Excerpted data
- - - - - - -

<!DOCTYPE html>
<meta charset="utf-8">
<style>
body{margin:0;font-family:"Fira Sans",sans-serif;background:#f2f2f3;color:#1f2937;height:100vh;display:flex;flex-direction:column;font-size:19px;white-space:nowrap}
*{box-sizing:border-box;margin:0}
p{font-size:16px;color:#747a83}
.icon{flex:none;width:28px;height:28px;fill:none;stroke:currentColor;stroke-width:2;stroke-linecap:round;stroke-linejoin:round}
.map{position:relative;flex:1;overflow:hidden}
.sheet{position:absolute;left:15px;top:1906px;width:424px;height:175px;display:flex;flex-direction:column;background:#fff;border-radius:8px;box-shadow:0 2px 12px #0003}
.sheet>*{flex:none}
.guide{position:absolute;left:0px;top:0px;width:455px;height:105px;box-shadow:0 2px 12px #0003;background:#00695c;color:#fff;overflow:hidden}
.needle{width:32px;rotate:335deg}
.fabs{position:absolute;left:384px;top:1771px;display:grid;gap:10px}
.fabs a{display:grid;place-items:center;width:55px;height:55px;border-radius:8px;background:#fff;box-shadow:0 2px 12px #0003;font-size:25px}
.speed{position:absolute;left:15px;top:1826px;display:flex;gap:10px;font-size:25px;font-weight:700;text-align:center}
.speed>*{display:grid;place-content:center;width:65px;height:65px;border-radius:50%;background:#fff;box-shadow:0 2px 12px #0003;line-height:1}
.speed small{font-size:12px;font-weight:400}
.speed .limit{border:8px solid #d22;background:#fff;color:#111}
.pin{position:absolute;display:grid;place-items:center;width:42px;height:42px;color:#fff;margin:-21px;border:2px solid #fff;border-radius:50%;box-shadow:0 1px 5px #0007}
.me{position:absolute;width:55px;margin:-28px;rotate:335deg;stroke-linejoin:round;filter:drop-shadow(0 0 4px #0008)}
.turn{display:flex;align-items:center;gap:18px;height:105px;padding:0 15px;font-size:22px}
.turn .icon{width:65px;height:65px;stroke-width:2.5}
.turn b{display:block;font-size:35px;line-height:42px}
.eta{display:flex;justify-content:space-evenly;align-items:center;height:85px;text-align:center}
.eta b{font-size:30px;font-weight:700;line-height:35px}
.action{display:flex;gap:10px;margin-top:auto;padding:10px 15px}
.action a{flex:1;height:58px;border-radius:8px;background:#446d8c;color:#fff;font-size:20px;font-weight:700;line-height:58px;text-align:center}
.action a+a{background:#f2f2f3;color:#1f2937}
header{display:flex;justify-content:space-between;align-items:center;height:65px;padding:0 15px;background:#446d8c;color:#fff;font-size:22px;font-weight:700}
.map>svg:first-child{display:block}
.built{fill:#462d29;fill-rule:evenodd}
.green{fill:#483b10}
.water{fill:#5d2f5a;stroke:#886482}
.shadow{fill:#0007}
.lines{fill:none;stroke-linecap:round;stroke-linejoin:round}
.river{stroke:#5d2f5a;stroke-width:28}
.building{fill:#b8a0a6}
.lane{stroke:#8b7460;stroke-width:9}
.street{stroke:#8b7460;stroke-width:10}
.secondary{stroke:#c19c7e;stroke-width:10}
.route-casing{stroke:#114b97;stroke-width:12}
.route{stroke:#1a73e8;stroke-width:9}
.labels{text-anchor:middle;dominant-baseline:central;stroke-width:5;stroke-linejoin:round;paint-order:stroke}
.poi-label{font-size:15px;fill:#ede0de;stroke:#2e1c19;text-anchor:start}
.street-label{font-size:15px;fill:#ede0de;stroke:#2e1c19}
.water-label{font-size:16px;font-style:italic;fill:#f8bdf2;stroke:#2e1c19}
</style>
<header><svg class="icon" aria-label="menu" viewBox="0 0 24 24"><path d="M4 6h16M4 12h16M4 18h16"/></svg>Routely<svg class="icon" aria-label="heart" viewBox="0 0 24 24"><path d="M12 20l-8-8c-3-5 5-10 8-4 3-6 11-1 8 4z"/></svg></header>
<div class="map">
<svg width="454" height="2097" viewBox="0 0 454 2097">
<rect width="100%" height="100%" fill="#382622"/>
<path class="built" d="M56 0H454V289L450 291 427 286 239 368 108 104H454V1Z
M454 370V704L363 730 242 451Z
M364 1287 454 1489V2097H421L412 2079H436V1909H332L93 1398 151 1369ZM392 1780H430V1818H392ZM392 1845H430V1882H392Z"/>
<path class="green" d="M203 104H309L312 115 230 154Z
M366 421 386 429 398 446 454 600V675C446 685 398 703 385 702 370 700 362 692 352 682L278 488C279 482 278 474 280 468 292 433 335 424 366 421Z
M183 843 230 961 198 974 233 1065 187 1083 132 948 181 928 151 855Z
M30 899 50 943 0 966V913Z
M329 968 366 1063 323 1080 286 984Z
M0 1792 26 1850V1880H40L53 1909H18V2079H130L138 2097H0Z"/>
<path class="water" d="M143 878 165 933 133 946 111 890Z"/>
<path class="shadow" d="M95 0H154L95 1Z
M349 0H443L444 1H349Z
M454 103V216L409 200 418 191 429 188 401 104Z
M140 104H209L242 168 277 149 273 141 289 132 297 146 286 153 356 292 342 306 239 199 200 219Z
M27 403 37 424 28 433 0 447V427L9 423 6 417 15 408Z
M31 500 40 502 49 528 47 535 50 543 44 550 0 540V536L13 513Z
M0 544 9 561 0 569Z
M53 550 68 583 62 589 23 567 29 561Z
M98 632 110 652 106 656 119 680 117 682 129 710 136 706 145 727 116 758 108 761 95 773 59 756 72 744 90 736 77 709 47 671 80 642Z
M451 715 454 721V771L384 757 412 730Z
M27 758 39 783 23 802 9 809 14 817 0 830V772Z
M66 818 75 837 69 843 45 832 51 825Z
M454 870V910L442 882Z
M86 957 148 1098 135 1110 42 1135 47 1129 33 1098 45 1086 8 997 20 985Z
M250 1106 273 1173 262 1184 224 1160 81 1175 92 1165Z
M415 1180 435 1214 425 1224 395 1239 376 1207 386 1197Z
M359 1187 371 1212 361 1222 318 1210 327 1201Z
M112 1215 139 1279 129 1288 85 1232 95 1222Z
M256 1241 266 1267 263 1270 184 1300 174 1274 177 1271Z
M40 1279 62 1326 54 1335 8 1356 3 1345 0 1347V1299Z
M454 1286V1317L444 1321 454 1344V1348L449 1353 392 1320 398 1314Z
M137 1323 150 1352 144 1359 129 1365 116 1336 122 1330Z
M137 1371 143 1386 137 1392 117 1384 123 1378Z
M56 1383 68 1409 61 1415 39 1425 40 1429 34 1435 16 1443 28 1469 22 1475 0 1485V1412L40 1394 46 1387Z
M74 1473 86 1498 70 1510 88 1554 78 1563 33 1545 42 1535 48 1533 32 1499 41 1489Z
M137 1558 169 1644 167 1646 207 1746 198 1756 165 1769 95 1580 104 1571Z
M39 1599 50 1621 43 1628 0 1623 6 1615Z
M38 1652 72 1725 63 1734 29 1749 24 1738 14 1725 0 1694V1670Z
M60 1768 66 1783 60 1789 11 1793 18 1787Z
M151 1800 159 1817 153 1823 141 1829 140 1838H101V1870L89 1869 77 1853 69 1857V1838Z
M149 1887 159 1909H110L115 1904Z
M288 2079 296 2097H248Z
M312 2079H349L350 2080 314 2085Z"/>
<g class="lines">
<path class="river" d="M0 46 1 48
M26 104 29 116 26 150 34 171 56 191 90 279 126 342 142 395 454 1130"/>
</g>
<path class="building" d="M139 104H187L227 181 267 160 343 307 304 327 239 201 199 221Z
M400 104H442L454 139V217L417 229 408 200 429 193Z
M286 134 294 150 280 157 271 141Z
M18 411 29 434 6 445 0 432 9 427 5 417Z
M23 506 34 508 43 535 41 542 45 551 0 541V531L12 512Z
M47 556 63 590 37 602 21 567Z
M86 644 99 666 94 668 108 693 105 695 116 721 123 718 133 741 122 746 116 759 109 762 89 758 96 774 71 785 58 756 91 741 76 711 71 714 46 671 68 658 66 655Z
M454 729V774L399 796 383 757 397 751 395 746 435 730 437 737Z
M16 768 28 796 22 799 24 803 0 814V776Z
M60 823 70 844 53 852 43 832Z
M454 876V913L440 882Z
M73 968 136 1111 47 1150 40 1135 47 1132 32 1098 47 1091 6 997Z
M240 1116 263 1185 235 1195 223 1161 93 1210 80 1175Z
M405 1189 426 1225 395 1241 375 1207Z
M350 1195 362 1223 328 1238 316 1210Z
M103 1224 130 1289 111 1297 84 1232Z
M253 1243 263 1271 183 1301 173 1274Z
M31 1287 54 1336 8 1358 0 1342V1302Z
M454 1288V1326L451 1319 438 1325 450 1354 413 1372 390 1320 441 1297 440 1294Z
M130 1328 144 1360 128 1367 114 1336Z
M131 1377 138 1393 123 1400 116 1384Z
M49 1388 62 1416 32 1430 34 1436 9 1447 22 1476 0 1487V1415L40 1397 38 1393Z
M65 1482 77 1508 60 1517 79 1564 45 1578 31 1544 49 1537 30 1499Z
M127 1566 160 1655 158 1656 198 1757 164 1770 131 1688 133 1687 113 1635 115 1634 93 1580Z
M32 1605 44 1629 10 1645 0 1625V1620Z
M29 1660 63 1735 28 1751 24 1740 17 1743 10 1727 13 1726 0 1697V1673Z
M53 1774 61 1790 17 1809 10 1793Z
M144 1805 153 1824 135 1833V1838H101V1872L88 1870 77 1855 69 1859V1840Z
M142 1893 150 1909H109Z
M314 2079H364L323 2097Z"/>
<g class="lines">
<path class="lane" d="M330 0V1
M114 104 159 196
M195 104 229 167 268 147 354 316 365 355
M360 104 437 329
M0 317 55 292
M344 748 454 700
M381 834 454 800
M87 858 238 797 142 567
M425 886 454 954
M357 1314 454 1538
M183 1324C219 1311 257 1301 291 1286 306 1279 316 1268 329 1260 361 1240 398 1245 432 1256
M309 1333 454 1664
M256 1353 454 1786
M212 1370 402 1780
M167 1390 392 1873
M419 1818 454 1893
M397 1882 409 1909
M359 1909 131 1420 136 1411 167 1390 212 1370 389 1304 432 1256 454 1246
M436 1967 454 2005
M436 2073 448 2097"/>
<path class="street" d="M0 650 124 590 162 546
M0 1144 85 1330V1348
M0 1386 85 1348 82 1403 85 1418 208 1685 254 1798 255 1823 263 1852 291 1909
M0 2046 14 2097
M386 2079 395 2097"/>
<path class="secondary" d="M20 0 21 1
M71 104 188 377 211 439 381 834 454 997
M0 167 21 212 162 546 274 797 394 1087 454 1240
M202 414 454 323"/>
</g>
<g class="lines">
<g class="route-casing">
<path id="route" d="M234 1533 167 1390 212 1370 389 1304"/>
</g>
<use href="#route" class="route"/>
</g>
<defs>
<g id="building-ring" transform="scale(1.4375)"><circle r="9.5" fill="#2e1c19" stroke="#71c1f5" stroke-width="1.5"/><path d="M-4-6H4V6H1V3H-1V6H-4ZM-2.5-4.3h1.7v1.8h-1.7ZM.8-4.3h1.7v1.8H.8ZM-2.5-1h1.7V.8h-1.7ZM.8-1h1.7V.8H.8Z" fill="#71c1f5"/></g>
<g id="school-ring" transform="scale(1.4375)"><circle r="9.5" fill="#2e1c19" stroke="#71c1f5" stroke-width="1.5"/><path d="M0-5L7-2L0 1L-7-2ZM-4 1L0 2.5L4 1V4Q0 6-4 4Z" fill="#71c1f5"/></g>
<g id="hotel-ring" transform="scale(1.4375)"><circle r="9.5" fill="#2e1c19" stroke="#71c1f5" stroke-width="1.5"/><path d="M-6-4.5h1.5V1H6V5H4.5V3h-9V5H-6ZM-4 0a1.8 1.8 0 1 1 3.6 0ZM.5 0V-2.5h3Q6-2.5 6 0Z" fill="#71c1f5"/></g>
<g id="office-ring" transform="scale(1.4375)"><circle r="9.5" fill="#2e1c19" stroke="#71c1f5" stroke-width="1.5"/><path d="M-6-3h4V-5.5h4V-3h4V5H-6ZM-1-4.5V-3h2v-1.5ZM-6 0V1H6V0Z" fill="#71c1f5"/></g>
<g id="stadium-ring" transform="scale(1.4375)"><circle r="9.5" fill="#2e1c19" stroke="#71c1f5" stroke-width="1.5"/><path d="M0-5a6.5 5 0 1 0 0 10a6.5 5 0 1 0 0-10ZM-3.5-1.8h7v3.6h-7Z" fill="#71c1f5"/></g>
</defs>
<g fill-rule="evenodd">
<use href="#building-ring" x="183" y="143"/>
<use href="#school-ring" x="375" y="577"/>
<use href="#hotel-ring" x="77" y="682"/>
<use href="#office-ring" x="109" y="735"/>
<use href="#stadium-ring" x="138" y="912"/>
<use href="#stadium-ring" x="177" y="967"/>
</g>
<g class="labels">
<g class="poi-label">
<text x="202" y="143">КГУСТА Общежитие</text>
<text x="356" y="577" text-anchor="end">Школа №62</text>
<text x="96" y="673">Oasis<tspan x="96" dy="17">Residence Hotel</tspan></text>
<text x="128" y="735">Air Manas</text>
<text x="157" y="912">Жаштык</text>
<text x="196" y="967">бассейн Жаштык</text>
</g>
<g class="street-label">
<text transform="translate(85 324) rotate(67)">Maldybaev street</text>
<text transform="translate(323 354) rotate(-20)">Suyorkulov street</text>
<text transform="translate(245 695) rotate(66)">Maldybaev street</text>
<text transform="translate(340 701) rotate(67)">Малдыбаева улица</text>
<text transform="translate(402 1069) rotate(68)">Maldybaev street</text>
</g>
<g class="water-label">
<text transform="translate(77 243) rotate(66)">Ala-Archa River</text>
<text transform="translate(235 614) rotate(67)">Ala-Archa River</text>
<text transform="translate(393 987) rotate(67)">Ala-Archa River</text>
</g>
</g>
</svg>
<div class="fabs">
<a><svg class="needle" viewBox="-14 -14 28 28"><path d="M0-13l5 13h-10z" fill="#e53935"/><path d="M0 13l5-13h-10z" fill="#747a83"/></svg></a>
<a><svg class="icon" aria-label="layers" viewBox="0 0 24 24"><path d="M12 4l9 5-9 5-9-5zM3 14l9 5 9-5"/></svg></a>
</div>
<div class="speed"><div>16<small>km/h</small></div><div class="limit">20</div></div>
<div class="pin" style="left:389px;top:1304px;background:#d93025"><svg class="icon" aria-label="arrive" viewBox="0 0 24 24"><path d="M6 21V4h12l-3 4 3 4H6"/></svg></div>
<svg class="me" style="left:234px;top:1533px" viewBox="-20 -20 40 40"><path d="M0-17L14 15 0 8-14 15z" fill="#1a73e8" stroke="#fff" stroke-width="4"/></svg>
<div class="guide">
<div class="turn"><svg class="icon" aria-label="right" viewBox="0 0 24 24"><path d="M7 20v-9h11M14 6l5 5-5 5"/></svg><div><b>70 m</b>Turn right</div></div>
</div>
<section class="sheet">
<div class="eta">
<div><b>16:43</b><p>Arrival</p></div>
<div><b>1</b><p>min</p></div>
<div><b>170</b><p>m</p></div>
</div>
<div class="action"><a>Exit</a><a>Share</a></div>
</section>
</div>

- - - - - - -

Instructions for the task
What is the number of lines above that contain the string "linecap"? Answer with that number only.

Result of this task
2